What every hockey player needs if they are looking to jump to the next level of their performance or jump up to the next level in competition is the combination of both speed and strength.
This is where power development comes in. The players who can balance these two effectively and efficiently are the ones who make the greatest impact out on the ice, it’s the best of both worlds.
When I have talked about strength and power in the past through previous blog posts or on Hockey Training videos, some people confuse the two and think they are identical qualities which they most certainly are not.
Strength and power are their own individual qualities and although power development can contribute (minimally) to absolute strength and absolute strength can contribute (more so than power’s contribution to strength) to power development, they are trained very differently and mean different things to the hockey athlete.

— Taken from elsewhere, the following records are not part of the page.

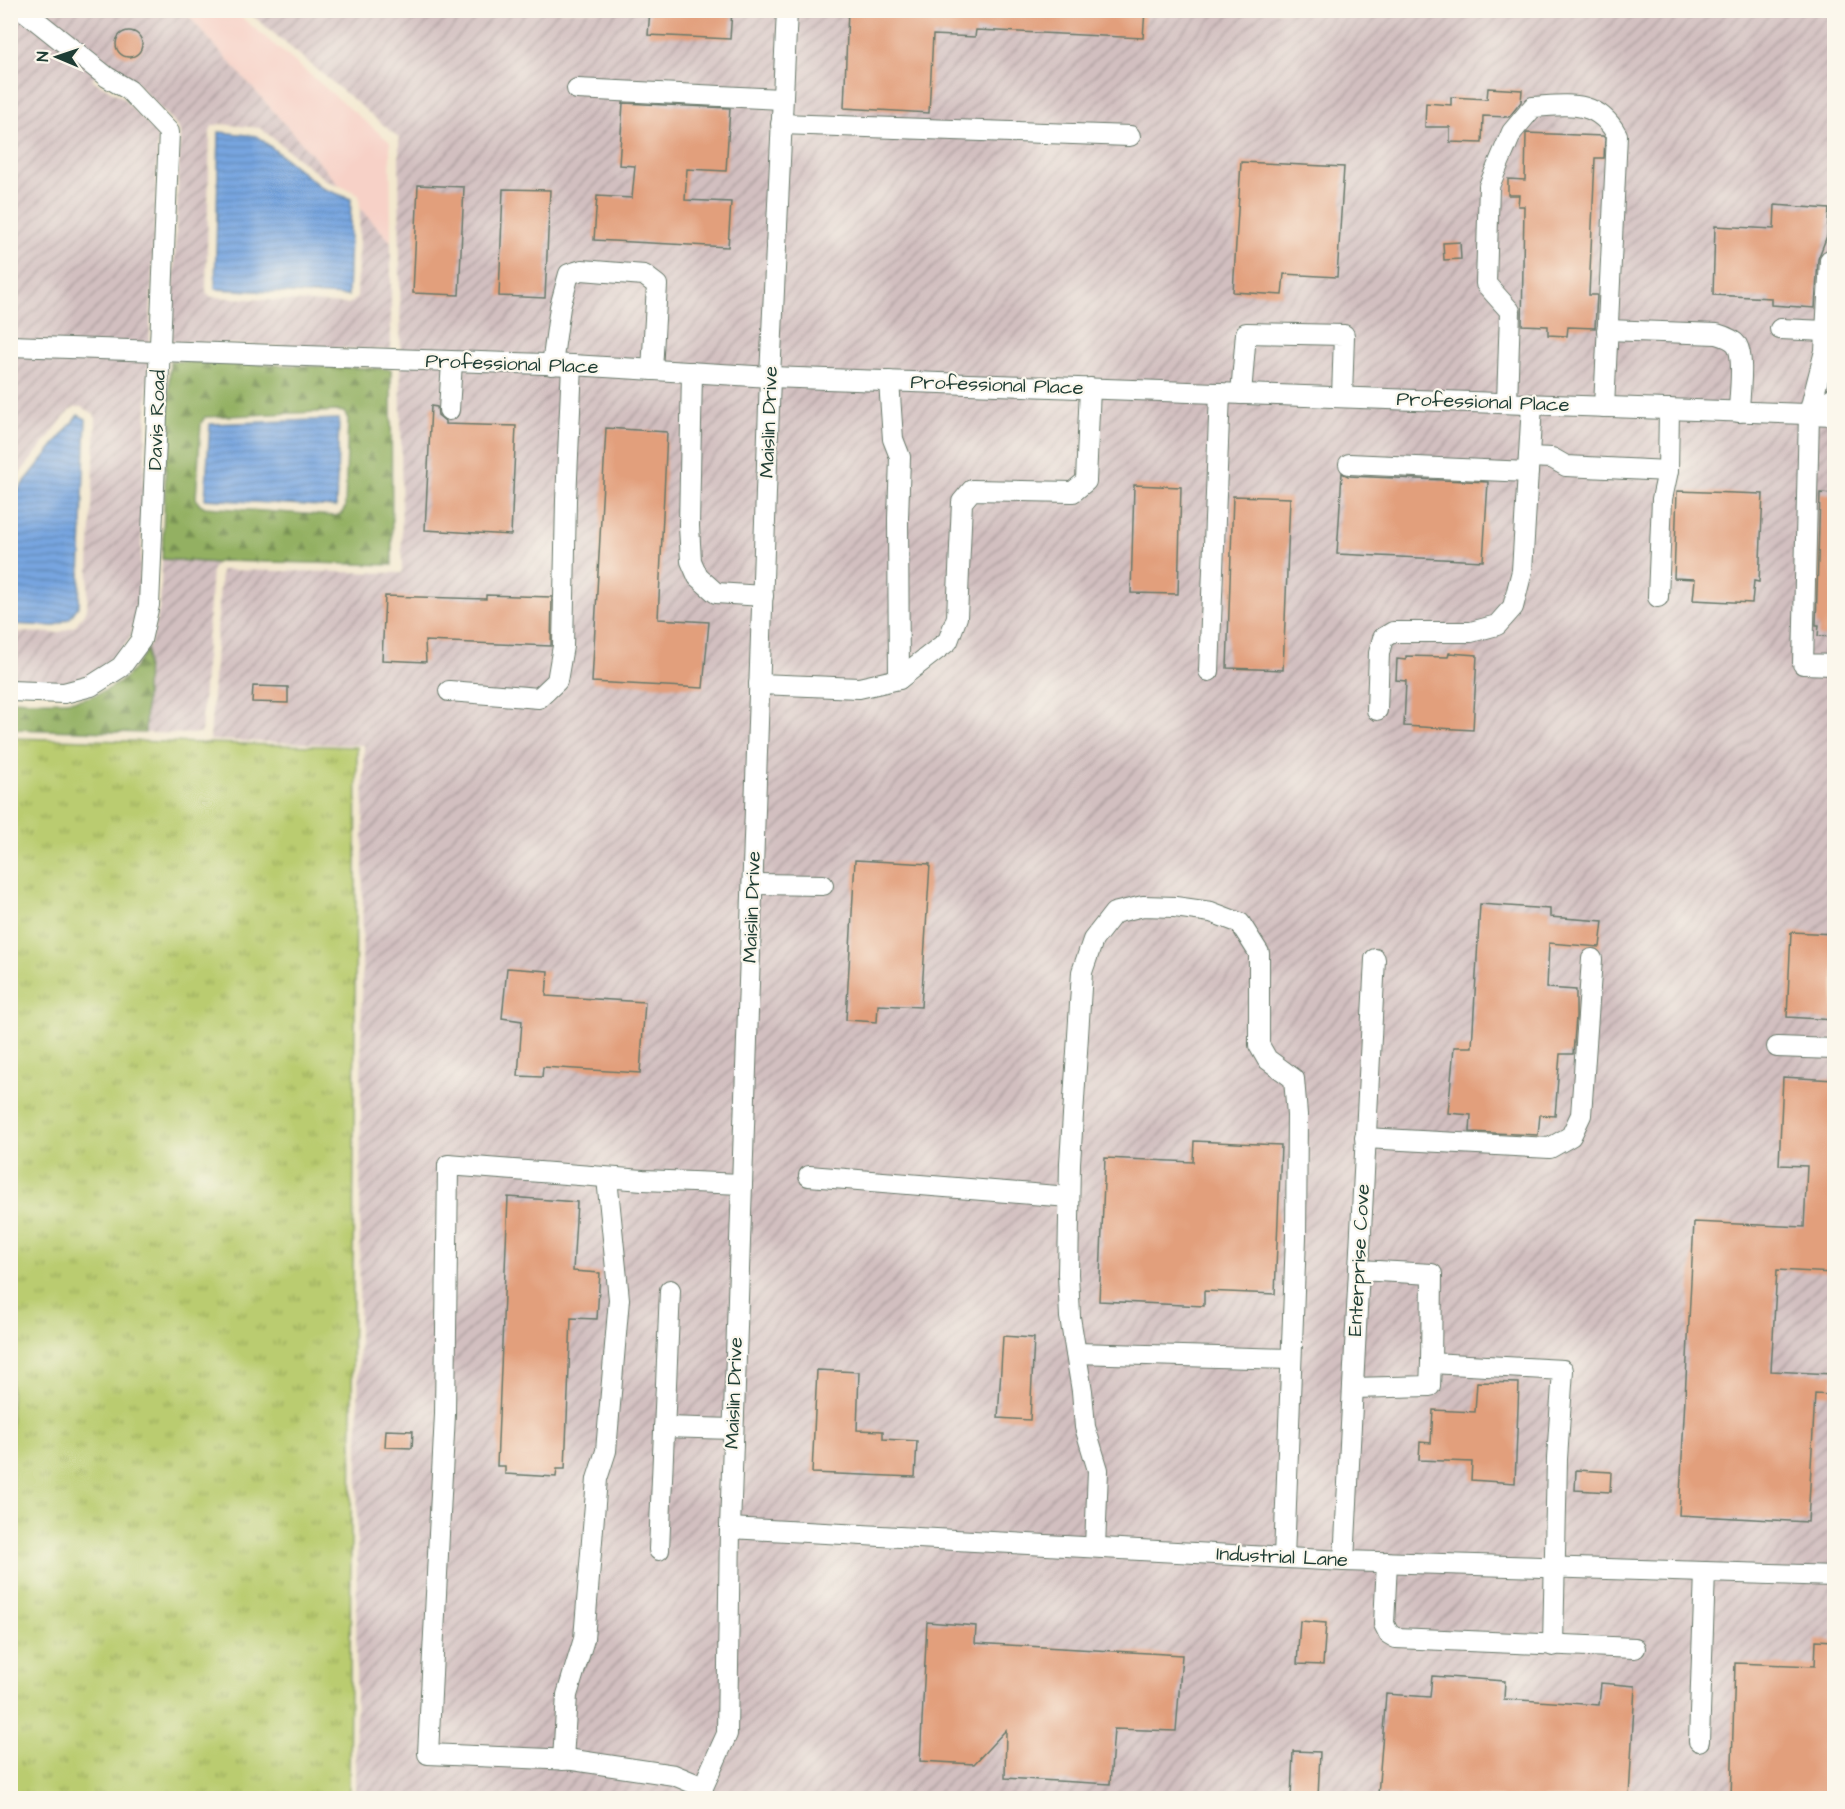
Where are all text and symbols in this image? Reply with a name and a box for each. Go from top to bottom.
north arrow [27,27,87,87]
text: N [32,51,54,62]
street label: Professional Place [425,347,599,381]
street label: Maislin Drive [753,365,785,479]
street label: Professional Place [910,368,1084,402]
street label: Davis Road [141,369,173,471]
street label: Professional Place [1396,385,1570,419]
street label: Maislin Drive [736,850,768,964]
street label: Enterprise Cove [1341,1183,1377,1337]
street label: Maislin Drive [718,1336,750,1450]
street label: Industrial Lane [1215,1540,1349,1574]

Where power and strength part ways from a sports science perspective is that power is the rate at which you can produce force. Whereas absolute strength is all about total force production, the speed at which you reach that force production is irrelevant.
Power = Force x Velocity
The faster you can create a ton of force, the more powerful of an athlete you are. Power is all about your rate of force production. The faster your neurological system can recruit all of those high-threshold motor units and create muscular contraction, the more powerful you are.

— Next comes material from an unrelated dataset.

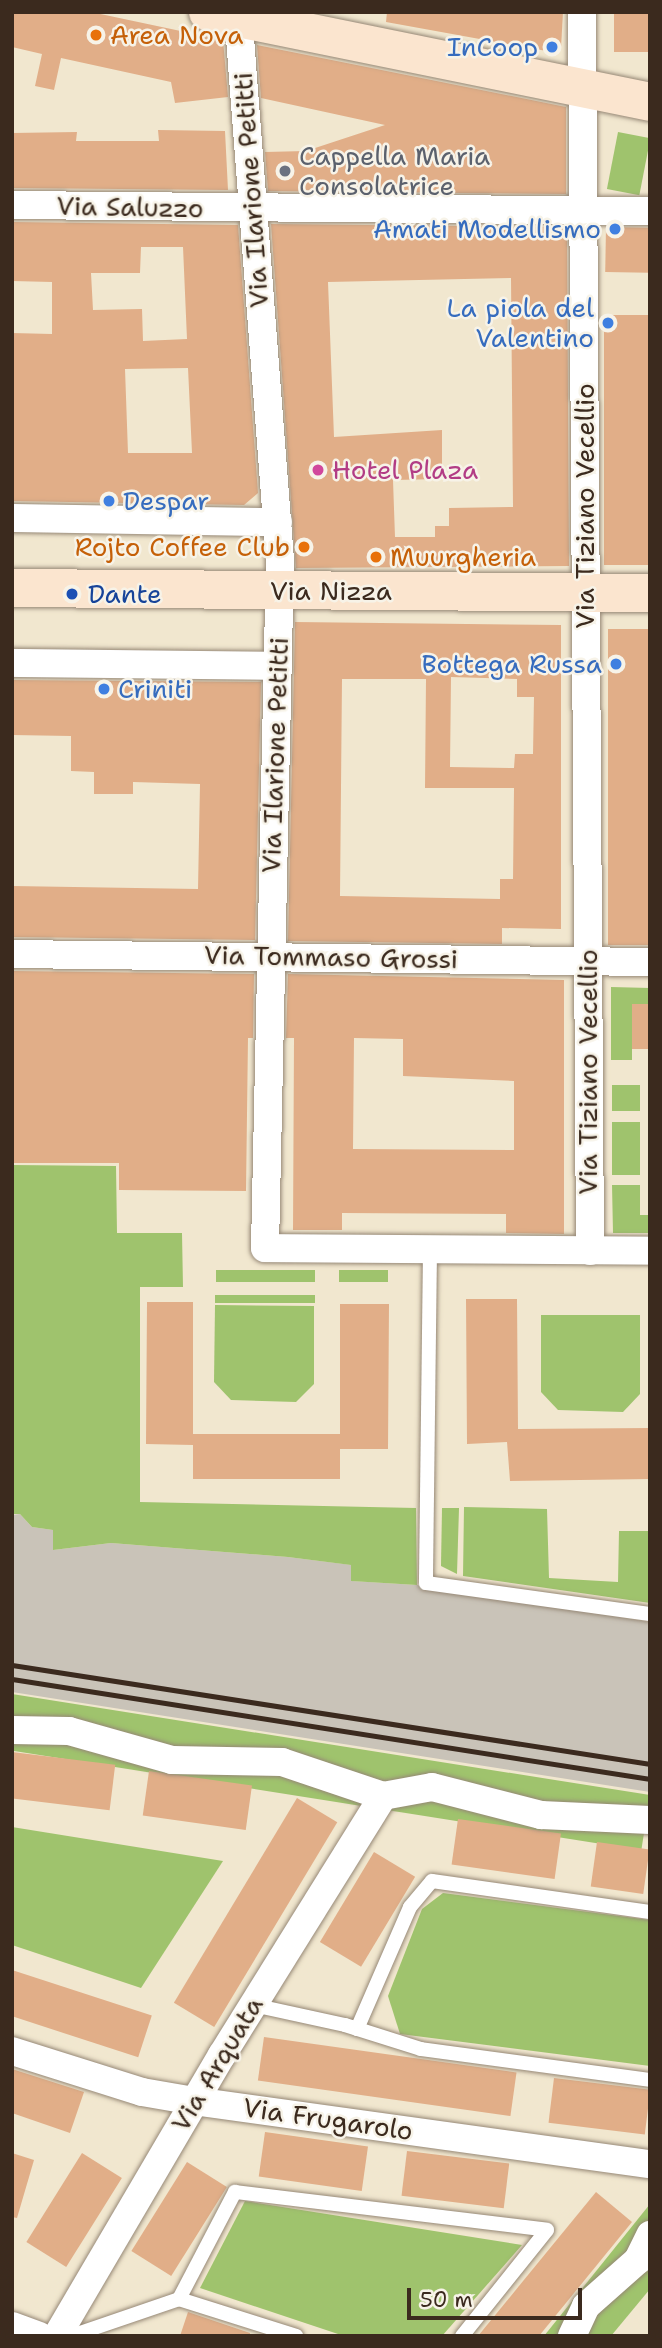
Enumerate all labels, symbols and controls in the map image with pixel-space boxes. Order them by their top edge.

For example, if two athletes have an identical max squat of 400lbs, they are of equal strength levels. But if one of the athletes can squat their working weight of 160lbs (40%) to 240lbs (60%) much more explosively, he is the more powerful athlete even though they have identical max strength values. We’ll talk about why I chose these working percentages below.

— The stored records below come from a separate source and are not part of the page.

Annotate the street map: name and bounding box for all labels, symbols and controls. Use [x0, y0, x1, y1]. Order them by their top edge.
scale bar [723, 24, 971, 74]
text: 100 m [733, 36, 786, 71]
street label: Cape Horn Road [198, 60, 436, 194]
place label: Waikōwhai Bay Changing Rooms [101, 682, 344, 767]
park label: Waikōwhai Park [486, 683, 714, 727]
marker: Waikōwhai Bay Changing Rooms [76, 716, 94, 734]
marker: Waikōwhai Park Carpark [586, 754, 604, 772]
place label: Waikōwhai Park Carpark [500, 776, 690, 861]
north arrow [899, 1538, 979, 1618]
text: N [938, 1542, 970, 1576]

As you can see demonstrated above, power works on a bell curve and optimal training values include weights between 40-60% of your 1-rep max performed explosively.
Why Does Power Matter To Hockey Players?
Hockey is an incredibly power dependent sport.
The faster and more explosive you can express your strength out on the ice, the better. Power has a direct transfer into your shot power, puck release, how much force you will be able to produce in a shot with minimal wind up time, body check force, agility, explosive starting speed; among all other things high force/velocity on the ice. And for you goons, it’ll definitely help you fight.
There is a huge amount of direct carryover from an increased power development to many facets of the game and how well you are going to be able to express your skills on the ice when it matters most.
I want to make it very clear though that when it comes to training for power, you do not want to be thinking about power lifting. This is especially true because despite its name, the sport actually doesn’t require any power specific training.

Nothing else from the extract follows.